Each line from the one containing "6 2 6-2v14l-6" through the end of the records below must be repeated exactly, and no other line.
━━ RECORDS TO USE
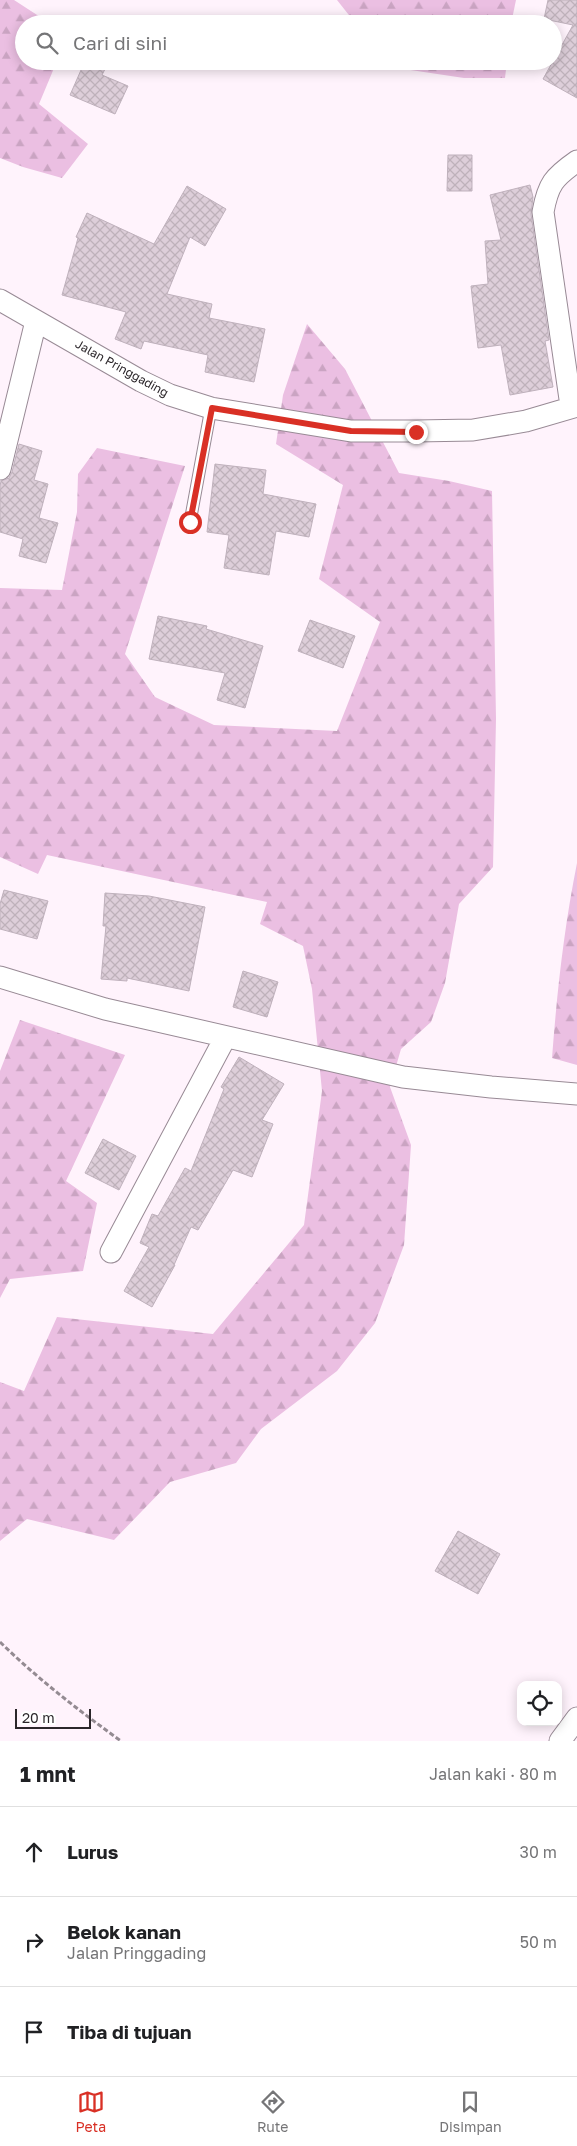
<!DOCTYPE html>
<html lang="id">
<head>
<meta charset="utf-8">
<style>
  :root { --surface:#fff; --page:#f2f2f2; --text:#202124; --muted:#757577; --line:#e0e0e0; --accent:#d93025 }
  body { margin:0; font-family:"Golos Text",sans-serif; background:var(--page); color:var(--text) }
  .controls { position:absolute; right:15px; bottom:15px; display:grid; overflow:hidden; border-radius:10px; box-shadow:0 2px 12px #0003 }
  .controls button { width:45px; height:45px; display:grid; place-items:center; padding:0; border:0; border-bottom:1px solid var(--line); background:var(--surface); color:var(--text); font:25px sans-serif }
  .scale { position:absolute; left:15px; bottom:12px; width:76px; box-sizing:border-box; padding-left:5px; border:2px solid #2b262a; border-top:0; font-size:14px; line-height:18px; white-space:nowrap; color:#2b262a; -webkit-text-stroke:4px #fff; paint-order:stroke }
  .stop { position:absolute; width:15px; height:15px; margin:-11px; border:4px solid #d93025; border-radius:50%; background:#fff }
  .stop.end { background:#d93025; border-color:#fff; box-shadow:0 1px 5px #0008 }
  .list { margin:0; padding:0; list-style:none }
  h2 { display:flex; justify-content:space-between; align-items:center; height:65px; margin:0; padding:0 20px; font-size:21px }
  h2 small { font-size:16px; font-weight:400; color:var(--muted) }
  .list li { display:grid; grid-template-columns:32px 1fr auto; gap:15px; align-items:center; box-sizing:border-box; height:90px; padding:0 20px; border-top:1px solid var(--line) }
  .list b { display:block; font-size:19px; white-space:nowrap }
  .list p { margin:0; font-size:16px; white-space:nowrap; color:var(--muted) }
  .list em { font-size:16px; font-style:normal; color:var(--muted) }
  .icon { flex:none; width:28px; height:28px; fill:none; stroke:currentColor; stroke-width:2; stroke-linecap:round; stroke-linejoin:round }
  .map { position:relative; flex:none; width:577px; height:1741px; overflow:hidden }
  .search { position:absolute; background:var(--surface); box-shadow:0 2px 12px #0003; left:15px; right:15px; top:15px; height:55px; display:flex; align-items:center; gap:12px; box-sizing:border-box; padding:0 18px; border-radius:28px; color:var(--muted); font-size:19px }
  .sheet { height:335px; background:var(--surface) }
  nav { display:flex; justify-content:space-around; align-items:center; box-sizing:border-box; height:70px; border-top:1px solid var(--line); background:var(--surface); font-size:14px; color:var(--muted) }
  nav a { display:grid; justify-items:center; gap:2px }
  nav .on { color:var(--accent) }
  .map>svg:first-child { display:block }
  .forest { fill:url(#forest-firs) }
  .building { fill:url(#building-cross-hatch); stroke:#bfb1bc }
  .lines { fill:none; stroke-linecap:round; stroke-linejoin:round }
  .lane-casing { stroke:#988a95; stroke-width:13 }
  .street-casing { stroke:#988a95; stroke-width:23 }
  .path { stroke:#948b92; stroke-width:3; stroke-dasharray:5 2.5; stroke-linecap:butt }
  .lane { stroke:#fff; stroke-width:11 }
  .street { stroke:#fff; stroke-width:21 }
  .route { stroke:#d93025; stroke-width:6 }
  .labels { text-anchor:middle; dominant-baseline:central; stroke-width:4.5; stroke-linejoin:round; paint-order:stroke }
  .street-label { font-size:12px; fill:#2b262a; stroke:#fff }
</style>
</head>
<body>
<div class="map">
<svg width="577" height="1741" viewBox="0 0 577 1741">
  <defs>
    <pattern id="forest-firs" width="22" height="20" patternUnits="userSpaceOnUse" patternTransform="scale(1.25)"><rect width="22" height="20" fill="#ebbfe2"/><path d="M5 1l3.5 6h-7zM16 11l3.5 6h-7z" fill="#caa4c2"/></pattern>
    <pattern id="building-cross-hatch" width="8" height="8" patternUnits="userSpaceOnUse" patternTransform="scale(1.25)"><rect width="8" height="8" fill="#ddced9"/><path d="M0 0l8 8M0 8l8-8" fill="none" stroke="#beb1ba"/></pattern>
  </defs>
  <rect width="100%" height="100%" fill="#fff3fc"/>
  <path class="forest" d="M0,0H14L51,24H24V61H57L39,104L88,144L62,178L23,167L0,158Z
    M337,0H516L511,24H356Z
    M376,61H507L505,78H464L377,65Z
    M307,324L345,369L399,473L449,481L492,491L496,719L493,867L459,904L445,983L431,1022L401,1049L390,1087L411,1145L404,1245L375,1323L337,1371L261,1429L236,1463L170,1482L114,1540L27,1519L0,1541V1382L24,1391L57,1317L213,1334L304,1225L322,1091L312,989L303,946L260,924L267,902L47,855L38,874L0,857V588L62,590L77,512L78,474L97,448L185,466L125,654L155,697L214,725L337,731L380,622L319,579L343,485L276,444L283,395Z
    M577,863V1065L552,1058C557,992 564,928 577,863Z
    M20,1020L125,1055L66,1181L97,1203L83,1271L10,1279L0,1298V1071Z"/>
  <path class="building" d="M548,0H577V98L543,79L573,25L544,19Z
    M85,61H94L106,67L102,75L128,86L115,114L70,95Z
    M448,155H472V191H447Z
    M530,185L533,197L531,214L549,340L545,341L553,387L510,395L501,345L478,348L471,286L488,284L485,241L501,240L490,195Z
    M187,186L226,209L205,246L190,237L167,294L212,304L209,318L265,329L254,382L205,372L208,355L144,341L141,349L115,339L126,312L62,295L78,238L76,237L87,213L154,244Z
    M19,444L42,451L34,480L48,484L39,518L58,523L46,563L19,556L23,539L0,532V486L1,481L9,478L12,472Z
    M215,464L266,470L263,494L316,504L309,537L276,531L269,575L224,568L229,535L207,532Z
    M158,616L207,626L206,629L263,646L245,708L217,700L225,673L149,659Z
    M310,620L355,636L343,668L298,651Z
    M4,890L48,901L37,939L0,929V904Z
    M105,893L149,896L205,907L189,991L127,978V981L101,979L106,926H103Z
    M243,971L278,982L267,1017L233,1007Z
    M239,1057L284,1084L262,1120L273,1124L252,1177L233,1170L198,1230L191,1227L174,1265H175L152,1307L124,1291L149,1247L140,1243L152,1214L158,1216L185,1168L191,1171L224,1089L221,1087Z
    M103,1139L136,1156L119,1190L85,1173Z
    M458,1531L500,1554L478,1594L435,1571Z"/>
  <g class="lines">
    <defs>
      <path id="lane" d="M190,522L211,408"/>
      <path id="street" d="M0,300L141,381L170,395L211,408L351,431H416L473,430L526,421L577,406
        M571,406L543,212C548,184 554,177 577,161
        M0,469L36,321
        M0,977L105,1009L403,1077L491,1087L577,1094
        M111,1252L225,1038
        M560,1741L577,1718"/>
    </defs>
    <use href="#lane" class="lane-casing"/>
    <use href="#street" class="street-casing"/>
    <path class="path" d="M0,1642C38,1679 78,1710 121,1741"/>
    <use href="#lane" class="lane"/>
    <use href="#street" class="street"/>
  </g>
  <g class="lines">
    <path class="route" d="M190,522L212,408L351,431L416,432"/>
  </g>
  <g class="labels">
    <g class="street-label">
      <text transform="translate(122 368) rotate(29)">Jalan Pringgading</text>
    </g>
  </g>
</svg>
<div class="controls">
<button><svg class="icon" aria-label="locate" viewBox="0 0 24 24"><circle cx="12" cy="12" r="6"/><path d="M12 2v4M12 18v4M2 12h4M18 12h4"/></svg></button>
</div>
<div class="scale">20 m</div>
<div class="stop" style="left:190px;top:522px"></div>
<div class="stop end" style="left:416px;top:432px"></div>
<div class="search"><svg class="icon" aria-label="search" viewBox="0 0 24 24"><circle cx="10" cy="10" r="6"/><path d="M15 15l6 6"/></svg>Cari di sini</div>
</div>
<section class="sheet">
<h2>1 mnt<small>Jalan kaki · 80 m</small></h2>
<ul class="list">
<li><svg class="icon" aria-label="ahead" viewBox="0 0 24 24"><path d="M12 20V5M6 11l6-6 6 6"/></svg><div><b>Lurus</b></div><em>30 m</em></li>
<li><svg class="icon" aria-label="right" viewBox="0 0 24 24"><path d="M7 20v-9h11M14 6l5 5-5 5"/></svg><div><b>Belok kanan</b><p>Jalan Pringgading</p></div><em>50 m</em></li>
<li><svg class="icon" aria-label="arrive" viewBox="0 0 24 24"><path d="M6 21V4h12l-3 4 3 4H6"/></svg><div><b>Tiba di tujuan</b></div></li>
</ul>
</section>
<nav>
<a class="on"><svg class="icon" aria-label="map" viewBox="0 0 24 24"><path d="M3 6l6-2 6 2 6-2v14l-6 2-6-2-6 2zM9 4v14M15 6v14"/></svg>Peta</a>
<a><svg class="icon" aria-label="directions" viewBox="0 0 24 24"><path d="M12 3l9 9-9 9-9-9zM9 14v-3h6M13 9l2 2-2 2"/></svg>Rute</a>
<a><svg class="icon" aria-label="saved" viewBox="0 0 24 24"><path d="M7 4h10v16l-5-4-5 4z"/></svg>Disimpan</a>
</nav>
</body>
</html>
━━━━
ANSWER SPACE:
<a class="on"><svg class="icon" aria-label="map" viewBox="0 0 24 24"><path d="M3 6l6-2 6 2 6-2v14l-6 2-6-2-6 2zM9 4v14M15 6v14"/></svg>Peta</a>
<a><svg class="icon" aria-label="directions" viewBox="0 0 24 24"><path d="M12 3l9 9-9 9-9-9zM9 14v-3h6M13 9l2 2-2 2"/></svg>Rute</a>
<a><svg class="icon" aria-label="saved" viewBox="0 0 24 24"><path d="M7 4h10v16l-5-4-5 4z"/></svg>Disimpan</a>
</nav>
</body>
</html>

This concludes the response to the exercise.